The RCGP chair has said consultant notes are taking so long to arrive at GP practices that she is advising patients take photos of them at the hospital to show their GP before the official letter arrives.
RCGP chair Professor Helen Stokes-Lampard said she has asked patients on several occasions to take pictures of their notes from a hospital appointment to show to her during their next GP clinic, instead of ‘waiting five weeks’ for the letter to come through.
She revealed the tactic while speaking during a fringe event at the Labour Party conference last month, which discussed data sharing in the NHS.
Professor Stokes-Lampard said it is an ‘utter frustration’ that the best way to communicate with secondary care staff is to get consultant notes from patients themselves.
She said: ‘I still can’t get letters on from the hospital trusts.
‘It is an utter frustration that my best way of communicating with my secondary care colleagues is to ask my patient to take a photograph of the consultants notes and bring it to my surgery to show you what the plan is and I don’t have to wait five weeks for the letter to come through.’
She added: ‘We know it can be better and we know there are examples out there.’
The RCGP chair said she asks patients to get permisssion from the consultant to take the photo first and, in her experience, consultants have had no objections.
She said it is particularly useful for GPs to see the notes promptly when there has been a change in medication or dosage.
BMA GP Committee chair Dr Richard Vautrey recently said during the same event that integrated patient records are unintentionally increasing GP workload.

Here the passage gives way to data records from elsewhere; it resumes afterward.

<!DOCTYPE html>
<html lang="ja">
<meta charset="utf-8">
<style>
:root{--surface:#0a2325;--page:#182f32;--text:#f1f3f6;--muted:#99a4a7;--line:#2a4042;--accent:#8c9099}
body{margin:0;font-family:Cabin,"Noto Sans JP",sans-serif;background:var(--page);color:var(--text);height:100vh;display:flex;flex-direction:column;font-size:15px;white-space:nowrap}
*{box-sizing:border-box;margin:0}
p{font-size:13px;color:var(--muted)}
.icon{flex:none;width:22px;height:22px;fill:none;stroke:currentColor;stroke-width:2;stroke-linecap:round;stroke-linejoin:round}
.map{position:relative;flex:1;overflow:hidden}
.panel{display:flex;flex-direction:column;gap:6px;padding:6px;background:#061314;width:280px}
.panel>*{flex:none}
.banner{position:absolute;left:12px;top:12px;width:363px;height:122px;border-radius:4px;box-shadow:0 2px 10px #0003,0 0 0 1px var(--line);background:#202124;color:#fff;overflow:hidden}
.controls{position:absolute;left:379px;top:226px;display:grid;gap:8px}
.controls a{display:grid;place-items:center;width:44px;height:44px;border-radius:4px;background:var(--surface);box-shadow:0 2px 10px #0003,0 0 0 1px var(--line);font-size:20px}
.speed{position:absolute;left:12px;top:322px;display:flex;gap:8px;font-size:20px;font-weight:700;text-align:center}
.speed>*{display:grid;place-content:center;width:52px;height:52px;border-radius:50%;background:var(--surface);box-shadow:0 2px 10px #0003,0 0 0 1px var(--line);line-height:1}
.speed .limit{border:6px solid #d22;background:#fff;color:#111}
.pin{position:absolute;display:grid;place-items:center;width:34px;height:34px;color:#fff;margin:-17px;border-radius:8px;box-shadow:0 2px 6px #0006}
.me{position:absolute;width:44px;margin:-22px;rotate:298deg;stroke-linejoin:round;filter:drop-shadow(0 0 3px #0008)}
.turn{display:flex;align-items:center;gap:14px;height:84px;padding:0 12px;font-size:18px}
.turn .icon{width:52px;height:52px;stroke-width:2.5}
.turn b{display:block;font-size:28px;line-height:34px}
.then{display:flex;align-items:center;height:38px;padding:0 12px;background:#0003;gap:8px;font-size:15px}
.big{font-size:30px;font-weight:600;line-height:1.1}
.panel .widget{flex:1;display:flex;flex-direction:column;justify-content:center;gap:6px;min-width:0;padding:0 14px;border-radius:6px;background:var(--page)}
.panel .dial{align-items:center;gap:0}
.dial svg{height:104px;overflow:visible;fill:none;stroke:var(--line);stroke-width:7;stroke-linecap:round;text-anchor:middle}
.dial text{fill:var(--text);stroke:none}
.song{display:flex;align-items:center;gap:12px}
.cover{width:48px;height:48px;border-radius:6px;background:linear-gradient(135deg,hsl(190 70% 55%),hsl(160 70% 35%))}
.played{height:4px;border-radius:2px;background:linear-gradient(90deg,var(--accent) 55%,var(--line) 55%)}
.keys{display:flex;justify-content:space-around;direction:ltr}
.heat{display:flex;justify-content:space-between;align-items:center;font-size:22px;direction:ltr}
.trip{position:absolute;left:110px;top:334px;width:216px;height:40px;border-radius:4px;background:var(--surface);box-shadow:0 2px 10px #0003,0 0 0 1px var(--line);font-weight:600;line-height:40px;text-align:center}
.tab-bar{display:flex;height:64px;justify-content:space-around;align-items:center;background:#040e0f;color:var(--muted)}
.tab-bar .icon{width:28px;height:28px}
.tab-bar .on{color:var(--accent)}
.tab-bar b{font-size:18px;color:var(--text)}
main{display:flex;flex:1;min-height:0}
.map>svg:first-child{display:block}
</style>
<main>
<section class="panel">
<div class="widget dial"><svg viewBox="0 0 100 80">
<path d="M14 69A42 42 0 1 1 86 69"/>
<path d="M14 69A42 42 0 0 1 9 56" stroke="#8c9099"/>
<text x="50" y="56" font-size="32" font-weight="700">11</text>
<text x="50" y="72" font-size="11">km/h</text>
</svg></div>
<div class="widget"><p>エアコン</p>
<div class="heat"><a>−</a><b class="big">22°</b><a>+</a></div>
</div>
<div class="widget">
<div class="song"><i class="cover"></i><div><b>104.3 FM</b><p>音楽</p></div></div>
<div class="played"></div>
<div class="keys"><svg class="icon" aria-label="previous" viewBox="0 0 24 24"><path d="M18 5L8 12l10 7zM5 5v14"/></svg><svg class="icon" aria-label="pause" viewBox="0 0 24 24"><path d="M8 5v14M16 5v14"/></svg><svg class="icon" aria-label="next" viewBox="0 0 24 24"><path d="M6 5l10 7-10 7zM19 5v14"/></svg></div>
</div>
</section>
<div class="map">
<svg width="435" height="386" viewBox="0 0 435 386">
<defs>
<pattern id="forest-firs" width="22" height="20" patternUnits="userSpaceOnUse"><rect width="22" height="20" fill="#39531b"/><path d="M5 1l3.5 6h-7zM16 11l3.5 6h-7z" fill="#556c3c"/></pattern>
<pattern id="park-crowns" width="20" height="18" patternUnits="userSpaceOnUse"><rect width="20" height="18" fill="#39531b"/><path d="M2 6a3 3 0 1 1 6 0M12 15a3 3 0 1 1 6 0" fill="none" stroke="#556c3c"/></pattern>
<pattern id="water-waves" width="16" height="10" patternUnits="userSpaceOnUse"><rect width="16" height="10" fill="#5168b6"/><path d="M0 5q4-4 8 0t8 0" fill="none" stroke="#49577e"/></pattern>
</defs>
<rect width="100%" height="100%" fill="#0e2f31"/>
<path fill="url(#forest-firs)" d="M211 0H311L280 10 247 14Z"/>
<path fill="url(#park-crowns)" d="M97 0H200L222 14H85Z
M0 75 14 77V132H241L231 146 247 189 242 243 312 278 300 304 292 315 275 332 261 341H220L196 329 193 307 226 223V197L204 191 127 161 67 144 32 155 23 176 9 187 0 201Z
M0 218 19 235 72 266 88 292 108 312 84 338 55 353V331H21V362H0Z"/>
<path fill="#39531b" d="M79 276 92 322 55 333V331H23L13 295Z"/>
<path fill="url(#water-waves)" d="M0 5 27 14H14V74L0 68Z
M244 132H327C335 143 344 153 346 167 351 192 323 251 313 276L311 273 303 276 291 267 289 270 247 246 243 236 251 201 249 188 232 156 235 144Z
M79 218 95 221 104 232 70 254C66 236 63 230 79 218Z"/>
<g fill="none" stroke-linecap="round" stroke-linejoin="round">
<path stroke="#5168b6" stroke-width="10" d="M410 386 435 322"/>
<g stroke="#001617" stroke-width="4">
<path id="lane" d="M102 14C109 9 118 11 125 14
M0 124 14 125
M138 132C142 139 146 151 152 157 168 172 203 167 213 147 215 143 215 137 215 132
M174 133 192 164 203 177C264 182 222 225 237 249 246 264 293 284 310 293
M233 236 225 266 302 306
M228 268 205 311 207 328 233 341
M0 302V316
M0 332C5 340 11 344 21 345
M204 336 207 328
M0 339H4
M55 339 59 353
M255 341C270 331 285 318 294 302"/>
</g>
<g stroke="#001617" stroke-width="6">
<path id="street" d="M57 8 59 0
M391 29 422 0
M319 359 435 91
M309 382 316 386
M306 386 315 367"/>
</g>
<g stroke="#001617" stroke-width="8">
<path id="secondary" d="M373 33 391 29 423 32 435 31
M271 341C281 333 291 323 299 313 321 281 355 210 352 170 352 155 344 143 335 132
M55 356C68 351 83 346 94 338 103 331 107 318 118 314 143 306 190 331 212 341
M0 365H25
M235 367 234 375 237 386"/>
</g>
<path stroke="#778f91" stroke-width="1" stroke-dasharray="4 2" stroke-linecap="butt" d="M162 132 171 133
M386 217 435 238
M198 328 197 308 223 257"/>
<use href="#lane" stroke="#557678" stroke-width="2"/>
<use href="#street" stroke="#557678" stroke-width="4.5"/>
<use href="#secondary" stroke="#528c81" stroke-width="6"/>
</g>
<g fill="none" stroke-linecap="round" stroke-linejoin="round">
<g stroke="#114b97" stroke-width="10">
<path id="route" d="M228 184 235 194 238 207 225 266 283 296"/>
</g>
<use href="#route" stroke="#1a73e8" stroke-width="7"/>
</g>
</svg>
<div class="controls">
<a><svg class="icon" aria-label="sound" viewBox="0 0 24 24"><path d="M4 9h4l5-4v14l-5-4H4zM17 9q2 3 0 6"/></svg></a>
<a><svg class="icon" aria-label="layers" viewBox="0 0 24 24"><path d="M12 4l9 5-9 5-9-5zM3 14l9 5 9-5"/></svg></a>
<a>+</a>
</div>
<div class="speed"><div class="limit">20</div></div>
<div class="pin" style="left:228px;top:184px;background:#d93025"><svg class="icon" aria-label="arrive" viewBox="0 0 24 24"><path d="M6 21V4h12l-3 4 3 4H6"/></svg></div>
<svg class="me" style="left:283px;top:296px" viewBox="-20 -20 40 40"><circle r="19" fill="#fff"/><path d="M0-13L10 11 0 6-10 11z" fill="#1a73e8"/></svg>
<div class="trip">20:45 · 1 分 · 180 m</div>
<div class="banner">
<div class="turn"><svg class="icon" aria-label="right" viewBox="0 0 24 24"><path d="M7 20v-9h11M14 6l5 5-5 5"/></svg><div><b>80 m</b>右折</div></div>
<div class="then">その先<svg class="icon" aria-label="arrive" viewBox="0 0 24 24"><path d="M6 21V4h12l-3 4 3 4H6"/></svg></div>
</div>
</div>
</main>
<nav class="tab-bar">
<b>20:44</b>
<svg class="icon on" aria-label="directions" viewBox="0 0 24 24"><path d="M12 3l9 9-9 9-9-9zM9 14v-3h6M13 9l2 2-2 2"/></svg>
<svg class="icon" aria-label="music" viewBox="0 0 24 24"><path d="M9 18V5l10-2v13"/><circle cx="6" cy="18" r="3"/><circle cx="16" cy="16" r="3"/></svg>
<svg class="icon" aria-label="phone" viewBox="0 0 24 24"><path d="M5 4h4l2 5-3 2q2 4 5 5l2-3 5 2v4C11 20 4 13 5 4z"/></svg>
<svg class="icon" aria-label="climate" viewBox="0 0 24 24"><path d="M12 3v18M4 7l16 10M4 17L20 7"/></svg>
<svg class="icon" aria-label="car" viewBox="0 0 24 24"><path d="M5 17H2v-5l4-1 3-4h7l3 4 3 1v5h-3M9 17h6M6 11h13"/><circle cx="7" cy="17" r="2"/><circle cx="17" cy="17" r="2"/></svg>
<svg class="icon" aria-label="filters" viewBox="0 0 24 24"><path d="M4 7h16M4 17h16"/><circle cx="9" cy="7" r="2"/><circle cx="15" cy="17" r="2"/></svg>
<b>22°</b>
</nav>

He said the Leeds Care Record – a system that allows GPs and hospitals to share information with each other – has caused hospitals to redirect patients to GP surgeries to explain hospital test results.
Recently, a coroner said discharge letters should be sent to all medical attendants, not just GPs, following the death of a patient.
Elsewhere, new rules requiring GPs to write to coroners about patient deaths have caused concern with some GPs who say it will delay funerals.